» **INFORMATION GIVEN**
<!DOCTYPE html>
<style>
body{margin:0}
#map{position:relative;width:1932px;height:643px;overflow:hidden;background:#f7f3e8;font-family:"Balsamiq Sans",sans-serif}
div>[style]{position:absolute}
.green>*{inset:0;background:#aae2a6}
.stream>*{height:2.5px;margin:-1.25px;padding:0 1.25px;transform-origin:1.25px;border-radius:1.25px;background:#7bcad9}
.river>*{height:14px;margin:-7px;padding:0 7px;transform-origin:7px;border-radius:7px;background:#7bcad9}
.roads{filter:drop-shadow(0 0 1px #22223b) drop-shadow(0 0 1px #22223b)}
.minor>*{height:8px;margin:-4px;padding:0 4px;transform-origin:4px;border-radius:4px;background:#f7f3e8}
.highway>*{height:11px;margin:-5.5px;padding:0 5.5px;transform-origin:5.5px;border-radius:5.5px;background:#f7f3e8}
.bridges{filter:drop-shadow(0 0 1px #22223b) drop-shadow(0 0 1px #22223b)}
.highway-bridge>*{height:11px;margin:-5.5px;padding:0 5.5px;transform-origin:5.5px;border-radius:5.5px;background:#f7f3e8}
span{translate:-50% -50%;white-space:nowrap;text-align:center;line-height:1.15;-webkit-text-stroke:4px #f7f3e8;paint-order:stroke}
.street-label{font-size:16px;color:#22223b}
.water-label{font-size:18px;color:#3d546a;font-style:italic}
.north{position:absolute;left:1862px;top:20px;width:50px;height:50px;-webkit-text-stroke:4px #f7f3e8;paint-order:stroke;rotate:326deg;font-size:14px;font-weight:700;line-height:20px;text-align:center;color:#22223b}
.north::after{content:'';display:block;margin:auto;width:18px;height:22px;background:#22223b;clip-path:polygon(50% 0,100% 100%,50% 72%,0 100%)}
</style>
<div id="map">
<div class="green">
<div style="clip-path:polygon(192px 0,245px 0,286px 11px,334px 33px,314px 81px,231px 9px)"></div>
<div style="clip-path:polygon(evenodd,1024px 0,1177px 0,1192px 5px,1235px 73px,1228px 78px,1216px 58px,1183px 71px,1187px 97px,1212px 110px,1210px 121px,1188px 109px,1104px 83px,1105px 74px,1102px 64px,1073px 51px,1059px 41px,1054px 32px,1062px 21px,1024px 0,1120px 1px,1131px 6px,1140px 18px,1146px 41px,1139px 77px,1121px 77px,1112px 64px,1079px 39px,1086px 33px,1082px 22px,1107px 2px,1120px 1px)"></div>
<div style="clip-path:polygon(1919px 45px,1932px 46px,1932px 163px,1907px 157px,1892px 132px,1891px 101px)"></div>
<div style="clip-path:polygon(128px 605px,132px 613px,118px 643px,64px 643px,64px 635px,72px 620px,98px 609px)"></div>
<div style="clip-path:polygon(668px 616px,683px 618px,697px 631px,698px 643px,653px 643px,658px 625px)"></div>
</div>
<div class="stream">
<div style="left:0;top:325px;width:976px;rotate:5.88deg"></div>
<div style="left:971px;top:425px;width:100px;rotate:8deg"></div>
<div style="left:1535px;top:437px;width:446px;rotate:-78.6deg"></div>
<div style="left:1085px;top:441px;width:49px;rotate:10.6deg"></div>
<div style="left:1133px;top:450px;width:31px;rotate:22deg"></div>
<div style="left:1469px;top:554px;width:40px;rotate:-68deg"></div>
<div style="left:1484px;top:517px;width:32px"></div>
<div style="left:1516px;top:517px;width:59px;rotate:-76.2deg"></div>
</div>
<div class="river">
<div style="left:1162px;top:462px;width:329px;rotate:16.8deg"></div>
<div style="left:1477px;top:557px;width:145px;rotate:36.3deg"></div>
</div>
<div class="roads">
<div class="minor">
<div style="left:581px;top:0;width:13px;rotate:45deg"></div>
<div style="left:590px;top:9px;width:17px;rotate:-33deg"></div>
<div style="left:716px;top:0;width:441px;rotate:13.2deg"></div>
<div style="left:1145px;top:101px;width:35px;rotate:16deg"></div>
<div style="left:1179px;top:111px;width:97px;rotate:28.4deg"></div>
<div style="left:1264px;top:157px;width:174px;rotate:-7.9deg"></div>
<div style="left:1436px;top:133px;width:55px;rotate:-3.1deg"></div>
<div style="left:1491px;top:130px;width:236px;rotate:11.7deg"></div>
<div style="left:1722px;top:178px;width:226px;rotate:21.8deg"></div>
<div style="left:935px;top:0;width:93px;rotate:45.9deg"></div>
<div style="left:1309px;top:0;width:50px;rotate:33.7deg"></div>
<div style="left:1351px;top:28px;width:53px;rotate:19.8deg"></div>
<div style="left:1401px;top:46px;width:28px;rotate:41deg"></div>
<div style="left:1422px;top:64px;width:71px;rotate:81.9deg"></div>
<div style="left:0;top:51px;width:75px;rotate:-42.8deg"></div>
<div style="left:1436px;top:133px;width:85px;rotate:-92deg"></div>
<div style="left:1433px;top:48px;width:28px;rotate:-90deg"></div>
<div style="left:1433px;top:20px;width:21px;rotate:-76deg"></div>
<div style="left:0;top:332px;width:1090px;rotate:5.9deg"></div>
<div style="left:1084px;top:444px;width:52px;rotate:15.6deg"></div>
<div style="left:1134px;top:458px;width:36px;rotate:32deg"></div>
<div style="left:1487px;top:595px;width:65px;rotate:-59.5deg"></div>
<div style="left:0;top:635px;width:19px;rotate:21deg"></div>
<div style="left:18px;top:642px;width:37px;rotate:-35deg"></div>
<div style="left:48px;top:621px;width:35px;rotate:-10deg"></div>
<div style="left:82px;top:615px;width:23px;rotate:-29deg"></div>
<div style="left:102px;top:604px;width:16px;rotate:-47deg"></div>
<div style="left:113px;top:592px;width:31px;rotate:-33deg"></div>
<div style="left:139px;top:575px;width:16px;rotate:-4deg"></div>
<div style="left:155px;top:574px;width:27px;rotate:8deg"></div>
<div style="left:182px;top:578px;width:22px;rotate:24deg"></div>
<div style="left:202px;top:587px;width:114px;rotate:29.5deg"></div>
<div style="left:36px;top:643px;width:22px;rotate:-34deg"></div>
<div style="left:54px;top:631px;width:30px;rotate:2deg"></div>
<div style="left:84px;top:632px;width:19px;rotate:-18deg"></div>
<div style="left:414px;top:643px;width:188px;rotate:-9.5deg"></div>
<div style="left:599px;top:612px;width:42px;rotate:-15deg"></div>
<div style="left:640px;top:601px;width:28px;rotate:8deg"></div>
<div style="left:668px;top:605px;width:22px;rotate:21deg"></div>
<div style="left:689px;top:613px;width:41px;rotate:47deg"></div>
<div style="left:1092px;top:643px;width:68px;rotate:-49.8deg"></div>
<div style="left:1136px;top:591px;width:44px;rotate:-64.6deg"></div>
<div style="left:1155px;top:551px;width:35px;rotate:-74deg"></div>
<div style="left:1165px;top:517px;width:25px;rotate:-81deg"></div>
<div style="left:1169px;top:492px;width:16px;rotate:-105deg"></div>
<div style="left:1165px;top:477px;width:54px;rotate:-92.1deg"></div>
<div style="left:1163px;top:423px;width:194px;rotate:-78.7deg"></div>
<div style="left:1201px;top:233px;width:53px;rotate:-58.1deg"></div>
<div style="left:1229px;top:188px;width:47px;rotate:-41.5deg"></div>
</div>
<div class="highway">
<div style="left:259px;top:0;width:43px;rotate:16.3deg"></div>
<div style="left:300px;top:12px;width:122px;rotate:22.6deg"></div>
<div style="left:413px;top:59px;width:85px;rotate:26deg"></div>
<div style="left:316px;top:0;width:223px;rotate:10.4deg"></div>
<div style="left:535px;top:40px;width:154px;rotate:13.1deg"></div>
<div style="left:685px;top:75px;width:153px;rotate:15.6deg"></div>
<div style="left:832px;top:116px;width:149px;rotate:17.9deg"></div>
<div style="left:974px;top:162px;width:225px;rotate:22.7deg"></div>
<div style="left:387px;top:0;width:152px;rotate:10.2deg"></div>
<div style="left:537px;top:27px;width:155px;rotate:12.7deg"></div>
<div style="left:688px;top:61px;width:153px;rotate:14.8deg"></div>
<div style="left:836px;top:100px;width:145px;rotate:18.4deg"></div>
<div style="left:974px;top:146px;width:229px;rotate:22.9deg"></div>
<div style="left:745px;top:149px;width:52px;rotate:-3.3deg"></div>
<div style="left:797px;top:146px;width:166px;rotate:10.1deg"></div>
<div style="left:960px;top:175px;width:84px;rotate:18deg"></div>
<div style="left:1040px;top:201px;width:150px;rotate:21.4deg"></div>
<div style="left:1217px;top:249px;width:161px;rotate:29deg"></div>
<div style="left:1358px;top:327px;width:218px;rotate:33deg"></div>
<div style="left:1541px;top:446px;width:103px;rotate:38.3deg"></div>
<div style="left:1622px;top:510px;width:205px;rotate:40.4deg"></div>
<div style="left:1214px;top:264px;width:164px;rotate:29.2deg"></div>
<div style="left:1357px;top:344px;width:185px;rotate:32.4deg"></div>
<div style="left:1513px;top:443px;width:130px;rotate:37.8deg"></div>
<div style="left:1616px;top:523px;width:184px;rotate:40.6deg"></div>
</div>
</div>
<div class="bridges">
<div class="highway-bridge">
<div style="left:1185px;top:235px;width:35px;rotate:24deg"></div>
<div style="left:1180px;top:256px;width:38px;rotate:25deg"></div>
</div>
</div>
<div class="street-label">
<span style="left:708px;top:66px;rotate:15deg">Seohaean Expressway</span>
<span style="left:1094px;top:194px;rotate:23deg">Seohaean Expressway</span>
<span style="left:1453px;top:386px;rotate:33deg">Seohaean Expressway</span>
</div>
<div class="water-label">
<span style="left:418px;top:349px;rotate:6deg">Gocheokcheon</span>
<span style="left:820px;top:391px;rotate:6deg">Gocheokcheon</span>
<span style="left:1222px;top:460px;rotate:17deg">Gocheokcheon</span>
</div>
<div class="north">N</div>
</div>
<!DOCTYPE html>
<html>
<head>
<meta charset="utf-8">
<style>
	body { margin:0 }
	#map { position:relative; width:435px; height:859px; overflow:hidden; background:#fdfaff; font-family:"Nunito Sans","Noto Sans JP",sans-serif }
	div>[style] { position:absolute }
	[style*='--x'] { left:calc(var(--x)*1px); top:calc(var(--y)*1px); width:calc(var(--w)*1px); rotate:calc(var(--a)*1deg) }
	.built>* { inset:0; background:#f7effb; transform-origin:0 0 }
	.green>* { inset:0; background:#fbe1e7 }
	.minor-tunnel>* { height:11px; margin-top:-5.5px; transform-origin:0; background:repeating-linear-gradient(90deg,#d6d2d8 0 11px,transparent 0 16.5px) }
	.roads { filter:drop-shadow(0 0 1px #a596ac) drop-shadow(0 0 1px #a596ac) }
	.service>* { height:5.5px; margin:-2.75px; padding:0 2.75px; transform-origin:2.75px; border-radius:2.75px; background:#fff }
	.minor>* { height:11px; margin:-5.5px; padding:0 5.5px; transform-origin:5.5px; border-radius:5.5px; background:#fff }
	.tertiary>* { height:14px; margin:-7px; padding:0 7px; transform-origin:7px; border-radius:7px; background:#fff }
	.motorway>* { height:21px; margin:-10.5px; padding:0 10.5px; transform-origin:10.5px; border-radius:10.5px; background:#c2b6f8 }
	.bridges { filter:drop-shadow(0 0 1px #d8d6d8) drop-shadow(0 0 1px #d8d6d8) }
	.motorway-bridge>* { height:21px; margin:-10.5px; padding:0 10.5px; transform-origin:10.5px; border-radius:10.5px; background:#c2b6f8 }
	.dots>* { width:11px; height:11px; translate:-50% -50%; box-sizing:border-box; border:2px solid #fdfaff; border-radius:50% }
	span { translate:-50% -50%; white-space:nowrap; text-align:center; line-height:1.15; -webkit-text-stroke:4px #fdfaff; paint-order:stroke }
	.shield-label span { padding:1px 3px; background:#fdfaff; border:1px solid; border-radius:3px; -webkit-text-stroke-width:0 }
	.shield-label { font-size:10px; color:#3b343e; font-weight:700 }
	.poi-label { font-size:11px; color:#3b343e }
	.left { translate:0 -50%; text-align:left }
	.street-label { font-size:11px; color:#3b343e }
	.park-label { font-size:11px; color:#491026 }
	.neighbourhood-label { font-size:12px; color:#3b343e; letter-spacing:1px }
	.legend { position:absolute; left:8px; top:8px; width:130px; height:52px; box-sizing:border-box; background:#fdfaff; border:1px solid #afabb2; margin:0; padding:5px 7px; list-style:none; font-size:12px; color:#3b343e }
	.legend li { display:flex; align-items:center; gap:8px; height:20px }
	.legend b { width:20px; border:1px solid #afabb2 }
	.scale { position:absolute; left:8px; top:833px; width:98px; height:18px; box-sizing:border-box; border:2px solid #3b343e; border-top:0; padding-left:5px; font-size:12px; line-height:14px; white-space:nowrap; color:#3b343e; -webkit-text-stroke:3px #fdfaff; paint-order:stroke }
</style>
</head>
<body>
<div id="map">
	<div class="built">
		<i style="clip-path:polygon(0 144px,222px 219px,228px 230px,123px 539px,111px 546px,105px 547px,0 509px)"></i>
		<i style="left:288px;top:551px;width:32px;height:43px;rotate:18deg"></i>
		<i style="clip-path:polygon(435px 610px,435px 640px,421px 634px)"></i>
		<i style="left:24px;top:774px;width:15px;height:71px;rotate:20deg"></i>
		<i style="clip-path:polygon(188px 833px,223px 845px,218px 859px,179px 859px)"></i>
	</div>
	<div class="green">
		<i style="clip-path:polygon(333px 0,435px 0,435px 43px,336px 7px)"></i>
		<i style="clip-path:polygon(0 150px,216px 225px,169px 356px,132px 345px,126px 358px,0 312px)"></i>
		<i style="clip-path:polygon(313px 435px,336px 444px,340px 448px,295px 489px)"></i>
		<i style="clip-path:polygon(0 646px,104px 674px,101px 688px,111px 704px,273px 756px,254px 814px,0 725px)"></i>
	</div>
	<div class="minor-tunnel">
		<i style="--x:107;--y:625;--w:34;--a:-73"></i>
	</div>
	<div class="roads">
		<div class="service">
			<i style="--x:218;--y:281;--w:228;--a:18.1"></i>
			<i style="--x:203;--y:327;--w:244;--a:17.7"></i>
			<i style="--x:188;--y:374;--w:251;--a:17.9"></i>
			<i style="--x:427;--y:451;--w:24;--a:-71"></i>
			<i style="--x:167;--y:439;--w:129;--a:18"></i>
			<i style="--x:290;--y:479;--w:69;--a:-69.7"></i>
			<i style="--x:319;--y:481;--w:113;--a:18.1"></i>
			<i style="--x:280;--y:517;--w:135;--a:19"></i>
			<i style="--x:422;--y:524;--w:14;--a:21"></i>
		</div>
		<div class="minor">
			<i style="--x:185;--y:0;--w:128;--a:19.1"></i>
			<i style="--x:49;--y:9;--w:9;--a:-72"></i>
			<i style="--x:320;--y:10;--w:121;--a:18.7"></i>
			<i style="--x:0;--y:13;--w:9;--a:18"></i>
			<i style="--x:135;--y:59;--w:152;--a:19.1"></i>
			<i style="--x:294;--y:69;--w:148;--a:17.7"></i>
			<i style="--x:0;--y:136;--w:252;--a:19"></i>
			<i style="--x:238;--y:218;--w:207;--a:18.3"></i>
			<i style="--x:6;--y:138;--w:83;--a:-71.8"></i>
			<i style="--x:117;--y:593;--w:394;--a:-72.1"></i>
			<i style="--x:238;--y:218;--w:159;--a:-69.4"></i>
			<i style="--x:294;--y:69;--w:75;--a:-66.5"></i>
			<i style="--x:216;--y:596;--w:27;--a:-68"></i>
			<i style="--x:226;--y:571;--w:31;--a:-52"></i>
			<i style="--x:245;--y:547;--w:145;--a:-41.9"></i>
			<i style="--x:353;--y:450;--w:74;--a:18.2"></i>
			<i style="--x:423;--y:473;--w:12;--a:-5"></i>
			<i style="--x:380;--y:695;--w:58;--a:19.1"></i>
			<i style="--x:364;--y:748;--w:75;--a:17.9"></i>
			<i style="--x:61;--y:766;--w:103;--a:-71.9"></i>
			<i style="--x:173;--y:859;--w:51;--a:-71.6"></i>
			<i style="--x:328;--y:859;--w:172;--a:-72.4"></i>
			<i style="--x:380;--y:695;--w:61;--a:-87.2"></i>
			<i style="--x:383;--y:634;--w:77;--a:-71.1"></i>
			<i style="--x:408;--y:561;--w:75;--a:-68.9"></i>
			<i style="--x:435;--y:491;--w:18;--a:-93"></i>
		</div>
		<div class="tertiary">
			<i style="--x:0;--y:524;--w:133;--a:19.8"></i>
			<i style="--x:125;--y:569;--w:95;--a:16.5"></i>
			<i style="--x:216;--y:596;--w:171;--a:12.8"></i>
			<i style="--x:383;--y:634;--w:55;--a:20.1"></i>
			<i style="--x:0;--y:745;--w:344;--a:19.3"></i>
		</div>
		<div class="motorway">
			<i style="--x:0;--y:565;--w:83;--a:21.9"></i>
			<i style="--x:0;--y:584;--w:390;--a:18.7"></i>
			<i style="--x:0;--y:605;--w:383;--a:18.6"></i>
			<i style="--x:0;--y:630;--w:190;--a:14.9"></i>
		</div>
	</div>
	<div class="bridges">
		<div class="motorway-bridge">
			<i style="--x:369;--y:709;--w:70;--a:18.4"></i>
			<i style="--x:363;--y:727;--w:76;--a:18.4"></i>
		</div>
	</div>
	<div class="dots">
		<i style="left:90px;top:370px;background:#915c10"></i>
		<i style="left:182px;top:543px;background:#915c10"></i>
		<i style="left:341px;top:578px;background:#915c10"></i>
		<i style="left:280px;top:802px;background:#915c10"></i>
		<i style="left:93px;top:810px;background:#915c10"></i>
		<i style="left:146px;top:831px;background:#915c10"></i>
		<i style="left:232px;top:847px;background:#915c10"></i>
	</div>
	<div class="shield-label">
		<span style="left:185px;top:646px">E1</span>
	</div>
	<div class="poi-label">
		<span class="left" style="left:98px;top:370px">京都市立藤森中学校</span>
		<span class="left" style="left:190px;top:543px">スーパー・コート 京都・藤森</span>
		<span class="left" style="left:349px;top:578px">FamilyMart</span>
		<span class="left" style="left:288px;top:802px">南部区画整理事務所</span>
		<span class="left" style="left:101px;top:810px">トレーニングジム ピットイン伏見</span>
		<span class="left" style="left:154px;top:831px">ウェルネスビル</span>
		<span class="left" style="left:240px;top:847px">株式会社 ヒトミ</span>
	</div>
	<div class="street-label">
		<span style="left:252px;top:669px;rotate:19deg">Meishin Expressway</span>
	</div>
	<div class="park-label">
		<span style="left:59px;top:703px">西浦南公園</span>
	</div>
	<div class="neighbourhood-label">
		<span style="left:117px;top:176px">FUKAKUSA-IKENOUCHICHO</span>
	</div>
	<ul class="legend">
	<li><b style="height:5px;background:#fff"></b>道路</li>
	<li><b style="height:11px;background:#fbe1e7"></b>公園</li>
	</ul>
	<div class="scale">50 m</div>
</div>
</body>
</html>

» **INSTRUCTIONS FOR THE TASK**
Scan the entries above for the word "stream" and collect each line holding it.

» **EXERCISE RESPONSE**
.stream>*{height:2.5px;margin:-1.25px;padding:0 1.25px;transform-origin:1.25px;border-radius:1.25px;background:#7bcad9}
<div class="stream">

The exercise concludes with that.